Exercise directions — In the entries that follow, the first line to write out is the one containing "position:absolute; width:77px; margin:-38px;", and the last is the one containing "width:91px; height:91px; stroke-width:2.5". Reproduce that stretch exactly, with nothing before or after it.

· · · ·

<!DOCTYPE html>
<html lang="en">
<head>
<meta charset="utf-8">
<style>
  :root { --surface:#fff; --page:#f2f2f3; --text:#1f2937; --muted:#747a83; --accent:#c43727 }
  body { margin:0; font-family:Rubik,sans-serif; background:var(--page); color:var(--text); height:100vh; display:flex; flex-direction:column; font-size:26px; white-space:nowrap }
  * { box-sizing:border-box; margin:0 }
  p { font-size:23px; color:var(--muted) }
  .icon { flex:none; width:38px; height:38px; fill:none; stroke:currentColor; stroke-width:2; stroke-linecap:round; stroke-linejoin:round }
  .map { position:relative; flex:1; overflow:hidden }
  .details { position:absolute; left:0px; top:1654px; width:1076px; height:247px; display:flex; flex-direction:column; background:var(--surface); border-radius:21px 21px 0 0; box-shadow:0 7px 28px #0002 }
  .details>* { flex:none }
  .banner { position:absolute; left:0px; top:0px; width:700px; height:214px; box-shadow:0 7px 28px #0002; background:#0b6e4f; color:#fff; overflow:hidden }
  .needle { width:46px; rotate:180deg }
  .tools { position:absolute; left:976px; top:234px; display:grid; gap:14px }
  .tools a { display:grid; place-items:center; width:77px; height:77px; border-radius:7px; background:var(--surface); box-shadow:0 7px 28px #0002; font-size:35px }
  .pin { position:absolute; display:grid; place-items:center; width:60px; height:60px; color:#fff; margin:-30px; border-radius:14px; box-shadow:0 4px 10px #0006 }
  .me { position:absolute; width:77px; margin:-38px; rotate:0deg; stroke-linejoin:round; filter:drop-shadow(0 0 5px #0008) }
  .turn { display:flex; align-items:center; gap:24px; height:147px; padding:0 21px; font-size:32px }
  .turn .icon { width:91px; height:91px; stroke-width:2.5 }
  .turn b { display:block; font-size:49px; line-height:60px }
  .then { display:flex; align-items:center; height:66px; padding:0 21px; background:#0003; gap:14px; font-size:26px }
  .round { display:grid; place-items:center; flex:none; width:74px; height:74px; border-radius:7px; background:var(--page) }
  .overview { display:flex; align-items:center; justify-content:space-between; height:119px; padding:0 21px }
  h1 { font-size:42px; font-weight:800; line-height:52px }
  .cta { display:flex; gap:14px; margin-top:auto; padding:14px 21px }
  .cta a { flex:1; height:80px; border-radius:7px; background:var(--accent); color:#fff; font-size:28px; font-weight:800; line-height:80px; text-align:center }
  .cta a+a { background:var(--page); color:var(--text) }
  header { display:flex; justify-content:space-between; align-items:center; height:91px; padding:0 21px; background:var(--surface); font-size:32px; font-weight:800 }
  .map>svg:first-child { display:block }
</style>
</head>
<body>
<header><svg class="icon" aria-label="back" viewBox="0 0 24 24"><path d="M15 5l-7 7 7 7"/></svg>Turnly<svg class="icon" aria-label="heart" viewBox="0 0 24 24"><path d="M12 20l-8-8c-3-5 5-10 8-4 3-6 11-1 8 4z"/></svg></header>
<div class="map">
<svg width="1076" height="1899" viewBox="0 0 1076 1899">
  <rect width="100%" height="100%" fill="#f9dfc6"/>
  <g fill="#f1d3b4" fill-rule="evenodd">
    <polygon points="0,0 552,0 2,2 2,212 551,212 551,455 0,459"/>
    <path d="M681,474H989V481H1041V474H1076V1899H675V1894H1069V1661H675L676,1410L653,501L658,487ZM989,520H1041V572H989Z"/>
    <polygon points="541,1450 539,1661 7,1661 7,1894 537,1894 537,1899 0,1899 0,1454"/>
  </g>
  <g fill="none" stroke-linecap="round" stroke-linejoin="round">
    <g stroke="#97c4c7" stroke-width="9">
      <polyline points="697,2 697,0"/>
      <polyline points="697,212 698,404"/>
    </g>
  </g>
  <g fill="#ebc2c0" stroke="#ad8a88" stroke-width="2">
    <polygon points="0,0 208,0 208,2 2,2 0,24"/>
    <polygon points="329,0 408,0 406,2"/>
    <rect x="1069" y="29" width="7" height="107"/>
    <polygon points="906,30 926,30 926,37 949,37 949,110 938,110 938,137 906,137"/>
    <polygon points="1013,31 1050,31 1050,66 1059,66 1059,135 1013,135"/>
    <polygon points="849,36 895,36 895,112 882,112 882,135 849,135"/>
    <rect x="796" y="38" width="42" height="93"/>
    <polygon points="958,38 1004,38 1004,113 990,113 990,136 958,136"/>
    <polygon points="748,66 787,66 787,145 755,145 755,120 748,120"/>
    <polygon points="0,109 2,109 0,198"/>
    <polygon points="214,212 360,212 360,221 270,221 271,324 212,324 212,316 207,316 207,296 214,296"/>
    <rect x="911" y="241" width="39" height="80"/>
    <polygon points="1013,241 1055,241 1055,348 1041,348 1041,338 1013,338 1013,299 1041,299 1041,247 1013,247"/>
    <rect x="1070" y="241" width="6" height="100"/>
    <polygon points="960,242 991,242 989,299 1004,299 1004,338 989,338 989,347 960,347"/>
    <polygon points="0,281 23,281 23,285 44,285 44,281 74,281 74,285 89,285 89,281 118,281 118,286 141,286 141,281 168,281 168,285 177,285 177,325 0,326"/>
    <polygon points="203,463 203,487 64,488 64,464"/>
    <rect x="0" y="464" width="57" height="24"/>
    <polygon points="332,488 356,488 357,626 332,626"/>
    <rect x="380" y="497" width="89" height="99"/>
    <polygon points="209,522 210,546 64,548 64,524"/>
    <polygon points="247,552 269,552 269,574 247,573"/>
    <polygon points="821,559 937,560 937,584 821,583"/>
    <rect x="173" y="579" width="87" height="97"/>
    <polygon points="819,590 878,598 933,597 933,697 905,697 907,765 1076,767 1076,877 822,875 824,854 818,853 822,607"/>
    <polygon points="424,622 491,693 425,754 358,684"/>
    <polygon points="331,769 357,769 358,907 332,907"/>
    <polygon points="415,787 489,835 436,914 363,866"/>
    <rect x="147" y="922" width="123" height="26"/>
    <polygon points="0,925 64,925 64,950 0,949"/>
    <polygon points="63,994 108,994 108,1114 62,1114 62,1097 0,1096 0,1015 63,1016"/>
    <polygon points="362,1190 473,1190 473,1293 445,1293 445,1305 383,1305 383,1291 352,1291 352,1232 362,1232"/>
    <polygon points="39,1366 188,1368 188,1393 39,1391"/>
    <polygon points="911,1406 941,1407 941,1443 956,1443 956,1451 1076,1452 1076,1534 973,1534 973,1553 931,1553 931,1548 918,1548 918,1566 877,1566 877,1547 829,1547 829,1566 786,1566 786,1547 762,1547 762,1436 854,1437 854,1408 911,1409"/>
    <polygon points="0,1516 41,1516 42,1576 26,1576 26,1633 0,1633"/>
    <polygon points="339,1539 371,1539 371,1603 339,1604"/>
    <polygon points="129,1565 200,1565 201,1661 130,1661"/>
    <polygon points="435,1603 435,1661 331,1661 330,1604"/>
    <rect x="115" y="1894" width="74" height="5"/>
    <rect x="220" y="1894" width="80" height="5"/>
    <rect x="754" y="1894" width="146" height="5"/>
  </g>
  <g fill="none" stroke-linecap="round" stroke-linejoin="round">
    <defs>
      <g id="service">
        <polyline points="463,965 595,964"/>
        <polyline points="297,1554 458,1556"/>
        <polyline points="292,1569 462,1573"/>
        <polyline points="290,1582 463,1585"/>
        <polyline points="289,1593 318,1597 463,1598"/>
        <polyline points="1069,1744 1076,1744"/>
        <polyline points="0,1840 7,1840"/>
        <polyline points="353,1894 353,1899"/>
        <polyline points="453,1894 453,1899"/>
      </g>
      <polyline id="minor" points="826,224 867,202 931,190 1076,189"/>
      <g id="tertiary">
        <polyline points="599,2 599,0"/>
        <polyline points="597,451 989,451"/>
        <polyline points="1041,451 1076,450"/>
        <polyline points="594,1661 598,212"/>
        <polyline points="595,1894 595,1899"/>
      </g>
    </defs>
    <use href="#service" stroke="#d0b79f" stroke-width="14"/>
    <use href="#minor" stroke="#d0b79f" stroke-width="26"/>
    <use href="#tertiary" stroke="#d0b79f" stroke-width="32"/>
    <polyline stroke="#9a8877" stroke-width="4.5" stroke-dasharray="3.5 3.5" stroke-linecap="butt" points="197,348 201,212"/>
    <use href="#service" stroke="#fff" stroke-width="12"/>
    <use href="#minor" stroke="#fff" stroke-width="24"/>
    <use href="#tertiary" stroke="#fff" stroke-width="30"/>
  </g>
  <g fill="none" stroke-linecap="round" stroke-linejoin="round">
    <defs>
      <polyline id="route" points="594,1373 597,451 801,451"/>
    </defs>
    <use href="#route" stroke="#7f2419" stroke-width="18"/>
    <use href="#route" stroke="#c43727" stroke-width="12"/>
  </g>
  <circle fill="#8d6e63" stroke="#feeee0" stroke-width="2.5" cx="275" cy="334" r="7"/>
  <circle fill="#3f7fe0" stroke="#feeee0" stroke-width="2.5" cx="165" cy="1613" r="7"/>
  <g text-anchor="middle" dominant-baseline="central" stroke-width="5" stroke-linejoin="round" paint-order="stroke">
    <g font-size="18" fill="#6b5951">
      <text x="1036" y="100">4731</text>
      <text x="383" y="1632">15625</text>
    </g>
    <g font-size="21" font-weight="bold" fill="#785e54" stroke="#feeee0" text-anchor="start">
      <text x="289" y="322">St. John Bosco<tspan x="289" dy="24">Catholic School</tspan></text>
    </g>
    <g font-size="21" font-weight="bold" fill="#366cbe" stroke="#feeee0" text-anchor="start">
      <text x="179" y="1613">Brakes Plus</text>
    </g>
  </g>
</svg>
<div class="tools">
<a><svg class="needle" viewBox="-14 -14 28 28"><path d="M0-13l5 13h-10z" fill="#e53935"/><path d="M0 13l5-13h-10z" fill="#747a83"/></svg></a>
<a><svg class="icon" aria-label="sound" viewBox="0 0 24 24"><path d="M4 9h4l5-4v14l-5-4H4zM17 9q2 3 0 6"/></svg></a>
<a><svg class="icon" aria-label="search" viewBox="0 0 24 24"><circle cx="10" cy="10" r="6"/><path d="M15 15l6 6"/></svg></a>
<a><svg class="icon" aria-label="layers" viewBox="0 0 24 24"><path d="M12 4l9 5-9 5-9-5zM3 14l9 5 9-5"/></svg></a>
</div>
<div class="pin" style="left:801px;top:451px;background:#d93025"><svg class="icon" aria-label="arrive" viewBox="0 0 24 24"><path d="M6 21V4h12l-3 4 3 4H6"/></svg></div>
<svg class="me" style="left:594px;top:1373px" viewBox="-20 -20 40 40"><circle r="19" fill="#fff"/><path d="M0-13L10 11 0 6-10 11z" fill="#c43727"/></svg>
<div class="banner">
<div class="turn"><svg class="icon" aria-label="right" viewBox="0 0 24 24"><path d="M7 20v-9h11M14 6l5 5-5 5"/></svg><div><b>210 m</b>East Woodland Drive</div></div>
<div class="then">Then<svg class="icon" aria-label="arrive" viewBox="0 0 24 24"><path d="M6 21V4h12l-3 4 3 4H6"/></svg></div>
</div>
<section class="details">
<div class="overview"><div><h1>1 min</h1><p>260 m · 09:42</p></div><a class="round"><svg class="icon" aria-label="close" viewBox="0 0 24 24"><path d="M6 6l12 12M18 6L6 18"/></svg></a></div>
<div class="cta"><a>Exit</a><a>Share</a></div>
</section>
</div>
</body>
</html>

· · · ·

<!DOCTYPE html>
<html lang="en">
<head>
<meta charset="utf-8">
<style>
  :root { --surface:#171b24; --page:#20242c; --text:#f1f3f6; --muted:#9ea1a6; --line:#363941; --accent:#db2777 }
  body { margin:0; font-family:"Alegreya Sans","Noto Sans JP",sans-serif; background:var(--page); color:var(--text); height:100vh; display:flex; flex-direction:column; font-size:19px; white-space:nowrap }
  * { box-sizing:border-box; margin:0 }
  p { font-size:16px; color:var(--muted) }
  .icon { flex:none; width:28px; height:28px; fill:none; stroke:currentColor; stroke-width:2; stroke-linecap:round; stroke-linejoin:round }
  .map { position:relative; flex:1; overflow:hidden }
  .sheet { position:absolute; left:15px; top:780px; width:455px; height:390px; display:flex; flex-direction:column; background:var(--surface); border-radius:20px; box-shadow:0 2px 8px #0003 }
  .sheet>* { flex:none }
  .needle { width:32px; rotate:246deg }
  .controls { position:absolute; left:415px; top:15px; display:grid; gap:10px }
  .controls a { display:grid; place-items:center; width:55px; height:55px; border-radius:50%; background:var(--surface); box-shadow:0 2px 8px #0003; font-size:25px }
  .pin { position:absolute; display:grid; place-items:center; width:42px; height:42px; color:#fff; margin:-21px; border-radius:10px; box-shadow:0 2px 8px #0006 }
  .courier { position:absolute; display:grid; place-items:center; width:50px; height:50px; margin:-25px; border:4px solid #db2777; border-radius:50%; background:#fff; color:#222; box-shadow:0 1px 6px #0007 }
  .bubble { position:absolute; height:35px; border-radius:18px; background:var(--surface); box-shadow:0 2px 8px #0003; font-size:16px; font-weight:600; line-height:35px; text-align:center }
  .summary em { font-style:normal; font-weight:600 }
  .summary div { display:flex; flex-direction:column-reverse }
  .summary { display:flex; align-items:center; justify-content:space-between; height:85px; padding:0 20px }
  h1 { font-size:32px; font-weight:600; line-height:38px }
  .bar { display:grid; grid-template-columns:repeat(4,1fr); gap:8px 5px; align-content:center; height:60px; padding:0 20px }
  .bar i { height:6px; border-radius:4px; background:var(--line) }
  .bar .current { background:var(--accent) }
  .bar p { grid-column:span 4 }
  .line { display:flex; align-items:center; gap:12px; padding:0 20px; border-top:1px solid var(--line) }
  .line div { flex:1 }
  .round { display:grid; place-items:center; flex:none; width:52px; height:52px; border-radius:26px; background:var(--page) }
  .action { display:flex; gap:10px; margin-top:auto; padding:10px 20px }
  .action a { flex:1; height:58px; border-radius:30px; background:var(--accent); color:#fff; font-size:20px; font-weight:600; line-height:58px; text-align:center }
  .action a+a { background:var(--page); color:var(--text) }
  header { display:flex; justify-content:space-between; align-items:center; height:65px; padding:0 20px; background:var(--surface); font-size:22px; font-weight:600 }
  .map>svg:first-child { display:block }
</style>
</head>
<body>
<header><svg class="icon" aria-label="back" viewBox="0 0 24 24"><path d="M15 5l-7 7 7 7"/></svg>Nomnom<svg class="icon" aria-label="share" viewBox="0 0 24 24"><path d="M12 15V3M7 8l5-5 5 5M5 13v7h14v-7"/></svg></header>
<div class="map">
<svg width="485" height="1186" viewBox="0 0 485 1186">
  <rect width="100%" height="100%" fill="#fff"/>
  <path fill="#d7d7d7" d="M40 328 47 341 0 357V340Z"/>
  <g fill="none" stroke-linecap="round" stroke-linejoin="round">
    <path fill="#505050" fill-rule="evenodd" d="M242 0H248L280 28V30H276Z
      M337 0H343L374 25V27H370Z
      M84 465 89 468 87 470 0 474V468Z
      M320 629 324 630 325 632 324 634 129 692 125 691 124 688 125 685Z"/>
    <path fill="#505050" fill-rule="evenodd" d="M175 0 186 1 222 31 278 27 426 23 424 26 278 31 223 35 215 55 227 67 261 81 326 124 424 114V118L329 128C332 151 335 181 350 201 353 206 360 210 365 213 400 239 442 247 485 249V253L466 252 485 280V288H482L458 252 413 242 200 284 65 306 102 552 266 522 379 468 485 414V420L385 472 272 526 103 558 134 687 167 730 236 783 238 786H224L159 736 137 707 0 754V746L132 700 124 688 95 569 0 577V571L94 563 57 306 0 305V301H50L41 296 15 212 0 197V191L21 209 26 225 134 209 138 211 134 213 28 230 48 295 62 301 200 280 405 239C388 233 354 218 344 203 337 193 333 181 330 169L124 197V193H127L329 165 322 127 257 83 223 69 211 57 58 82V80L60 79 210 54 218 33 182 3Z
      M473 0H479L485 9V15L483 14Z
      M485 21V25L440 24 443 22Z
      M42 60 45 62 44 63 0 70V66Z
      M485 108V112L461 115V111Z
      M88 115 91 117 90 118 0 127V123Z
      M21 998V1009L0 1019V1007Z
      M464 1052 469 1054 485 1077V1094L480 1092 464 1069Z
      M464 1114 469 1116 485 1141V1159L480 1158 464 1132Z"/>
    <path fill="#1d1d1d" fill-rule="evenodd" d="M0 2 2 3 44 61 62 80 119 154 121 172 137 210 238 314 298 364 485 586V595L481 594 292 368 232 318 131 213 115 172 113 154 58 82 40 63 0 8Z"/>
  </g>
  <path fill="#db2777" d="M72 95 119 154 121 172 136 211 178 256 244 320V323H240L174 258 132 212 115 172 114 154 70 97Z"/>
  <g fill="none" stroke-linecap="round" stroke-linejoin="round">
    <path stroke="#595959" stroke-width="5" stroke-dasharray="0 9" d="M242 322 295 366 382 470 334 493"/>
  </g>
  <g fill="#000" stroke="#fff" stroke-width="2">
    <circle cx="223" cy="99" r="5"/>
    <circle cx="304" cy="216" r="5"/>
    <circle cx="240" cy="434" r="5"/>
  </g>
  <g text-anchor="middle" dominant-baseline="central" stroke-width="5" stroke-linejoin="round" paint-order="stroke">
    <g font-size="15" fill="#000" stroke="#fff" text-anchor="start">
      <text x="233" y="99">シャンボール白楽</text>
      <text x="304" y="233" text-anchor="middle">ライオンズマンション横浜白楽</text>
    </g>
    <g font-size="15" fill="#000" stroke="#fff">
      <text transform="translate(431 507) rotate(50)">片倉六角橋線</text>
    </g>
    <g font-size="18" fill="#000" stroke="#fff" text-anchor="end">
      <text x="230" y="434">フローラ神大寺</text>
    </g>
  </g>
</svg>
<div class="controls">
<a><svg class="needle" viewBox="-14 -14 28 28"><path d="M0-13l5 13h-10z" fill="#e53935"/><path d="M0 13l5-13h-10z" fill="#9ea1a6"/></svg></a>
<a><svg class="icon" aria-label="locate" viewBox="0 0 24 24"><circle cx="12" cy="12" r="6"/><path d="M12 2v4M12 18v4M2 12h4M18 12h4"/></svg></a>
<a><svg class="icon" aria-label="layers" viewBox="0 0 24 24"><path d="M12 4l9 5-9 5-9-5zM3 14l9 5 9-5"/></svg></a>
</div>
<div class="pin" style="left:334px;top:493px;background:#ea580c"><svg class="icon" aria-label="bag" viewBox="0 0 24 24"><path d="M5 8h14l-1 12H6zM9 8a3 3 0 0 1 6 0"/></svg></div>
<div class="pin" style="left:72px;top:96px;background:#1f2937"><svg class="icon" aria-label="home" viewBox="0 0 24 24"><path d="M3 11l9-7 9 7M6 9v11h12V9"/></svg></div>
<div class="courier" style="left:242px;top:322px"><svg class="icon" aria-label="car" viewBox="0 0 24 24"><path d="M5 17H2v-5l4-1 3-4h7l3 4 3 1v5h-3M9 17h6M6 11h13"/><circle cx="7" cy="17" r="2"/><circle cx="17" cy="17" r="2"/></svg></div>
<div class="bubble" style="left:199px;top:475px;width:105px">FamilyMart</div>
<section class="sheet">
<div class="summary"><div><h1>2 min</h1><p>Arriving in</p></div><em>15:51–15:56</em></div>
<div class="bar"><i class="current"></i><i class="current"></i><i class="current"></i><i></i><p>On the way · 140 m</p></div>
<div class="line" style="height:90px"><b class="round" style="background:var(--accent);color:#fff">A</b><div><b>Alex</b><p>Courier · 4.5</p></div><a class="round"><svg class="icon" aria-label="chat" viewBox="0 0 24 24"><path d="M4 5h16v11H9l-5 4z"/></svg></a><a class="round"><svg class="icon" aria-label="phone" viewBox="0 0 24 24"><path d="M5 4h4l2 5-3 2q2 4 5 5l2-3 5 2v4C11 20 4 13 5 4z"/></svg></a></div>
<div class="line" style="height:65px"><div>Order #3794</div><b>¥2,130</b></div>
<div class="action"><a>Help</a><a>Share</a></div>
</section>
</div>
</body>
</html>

· · · ·

Problem solution —
  .me { position:absolute; width:77px; margin:-38px; rotate:0deg; stroke-linejoin:round; filter:drop-shadow(0 0 5px #0008) }
  .turn { display:flex; align-items:center; gap:24px; height:147px; padding:0 21px; font-size:32px }
  .turn .icon { width:91px; height:91px; stroke-width:2.5 }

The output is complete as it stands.